Building a Coalition

Another representative from another Senator’s office contacted me today. Oh, but not ‘just another representative’ – the Chief Counsel rang me up! And he was brimming with advice about what I need to do next in order to see these bills into legislation.

He also reassured me that, so far, I am on the right track and getting the support of the right people.

And…he is going to “do some additional research into federal legislation on this issue as well as the upcoming Violence Against Women Act (VAWA) now pending in Congress”

Federal. Legislation.

Congress.

Wow. I am completely overwhelmed. You see, to be even more brutally honest than I already have been, I was so inept regarding all things political, legislative, legal, criminal, etc, that I had to go to You Tube and watch the Schoolhouse Rock “How a Bill Becomes a Law: I’m Just a Bill” episode. Then I started reading about the legislative process and writing bills and lobbying. I studied statutes – the format, the language. I took copious notes and bookmarked dozens of reference links. While I’m far from qualified for a position in politics, I can talk the talk now and actually understand what I’m saying. Never before has the phrase, “I am always learning” been more apt.

It has been terrifying putting myself out there as I have over the past three months. I don’t do vulnerable well, but in order to be heard, I had to take this risk. I would like to say I am glad I did, but I am going to reserve that until these bills are made laws. Then I’ll be glad. Make no mistake, I am perfectly thrilled that I’ve come this far. And exceptionally motivated to push further. But I simply won’t be happy until I see this to its fruition.
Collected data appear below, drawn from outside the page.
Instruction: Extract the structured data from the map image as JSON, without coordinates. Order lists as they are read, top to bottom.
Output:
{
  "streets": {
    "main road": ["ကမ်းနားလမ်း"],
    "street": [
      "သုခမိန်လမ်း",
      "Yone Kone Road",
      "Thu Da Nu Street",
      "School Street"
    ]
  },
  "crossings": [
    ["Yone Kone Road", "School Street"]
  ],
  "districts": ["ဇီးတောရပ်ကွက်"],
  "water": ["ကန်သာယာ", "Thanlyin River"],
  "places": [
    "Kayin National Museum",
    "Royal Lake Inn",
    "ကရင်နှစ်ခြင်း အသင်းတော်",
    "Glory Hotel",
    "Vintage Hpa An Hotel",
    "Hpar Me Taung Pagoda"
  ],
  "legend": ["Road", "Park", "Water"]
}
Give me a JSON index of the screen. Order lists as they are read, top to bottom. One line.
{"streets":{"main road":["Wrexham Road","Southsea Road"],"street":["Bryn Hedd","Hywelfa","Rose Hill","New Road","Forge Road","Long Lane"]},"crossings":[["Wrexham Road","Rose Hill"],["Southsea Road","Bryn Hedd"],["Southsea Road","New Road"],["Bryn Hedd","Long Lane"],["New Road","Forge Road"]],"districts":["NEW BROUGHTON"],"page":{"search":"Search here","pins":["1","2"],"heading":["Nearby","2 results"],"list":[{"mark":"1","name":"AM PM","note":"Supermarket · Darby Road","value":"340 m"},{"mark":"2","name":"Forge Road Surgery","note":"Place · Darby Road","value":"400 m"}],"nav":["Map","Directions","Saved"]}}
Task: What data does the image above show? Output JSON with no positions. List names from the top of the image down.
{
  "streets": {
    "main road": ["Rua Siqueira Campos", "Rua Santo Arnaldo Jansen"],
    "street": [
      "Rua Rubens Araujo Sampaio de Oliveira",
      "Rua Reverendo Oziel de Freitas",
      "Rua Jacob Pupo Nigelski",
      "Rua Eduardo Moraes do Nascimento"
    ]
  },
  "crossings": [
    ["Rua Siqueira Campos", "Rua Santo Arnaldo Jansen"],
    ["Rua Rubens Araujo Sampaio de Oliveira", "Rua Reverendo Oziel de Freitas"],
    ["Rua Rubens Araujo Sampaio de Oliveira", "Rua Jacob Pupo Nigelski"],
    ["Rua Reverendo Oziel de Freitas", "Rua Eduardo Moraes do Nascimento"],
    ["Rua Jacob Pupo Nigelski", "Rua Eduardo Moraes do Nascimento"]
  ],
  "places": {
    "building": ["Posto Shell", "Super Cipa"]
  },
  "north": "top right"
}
Now to build a coalition (Once I look up the definition of ‘coalition’).

I also have to contemplate just how badly that County Cop failed me. If I feel it was significant, I can file a complaint. I haven’t thought of that. But I am glad I didn’t – in my fury I would have gone overboard, I’m sure. Now that I have let some of my anger go, I can approach that rather delicate issue more rationally. It is his livelihood, after all. Do I want to disrupt his as mine has been disrupted?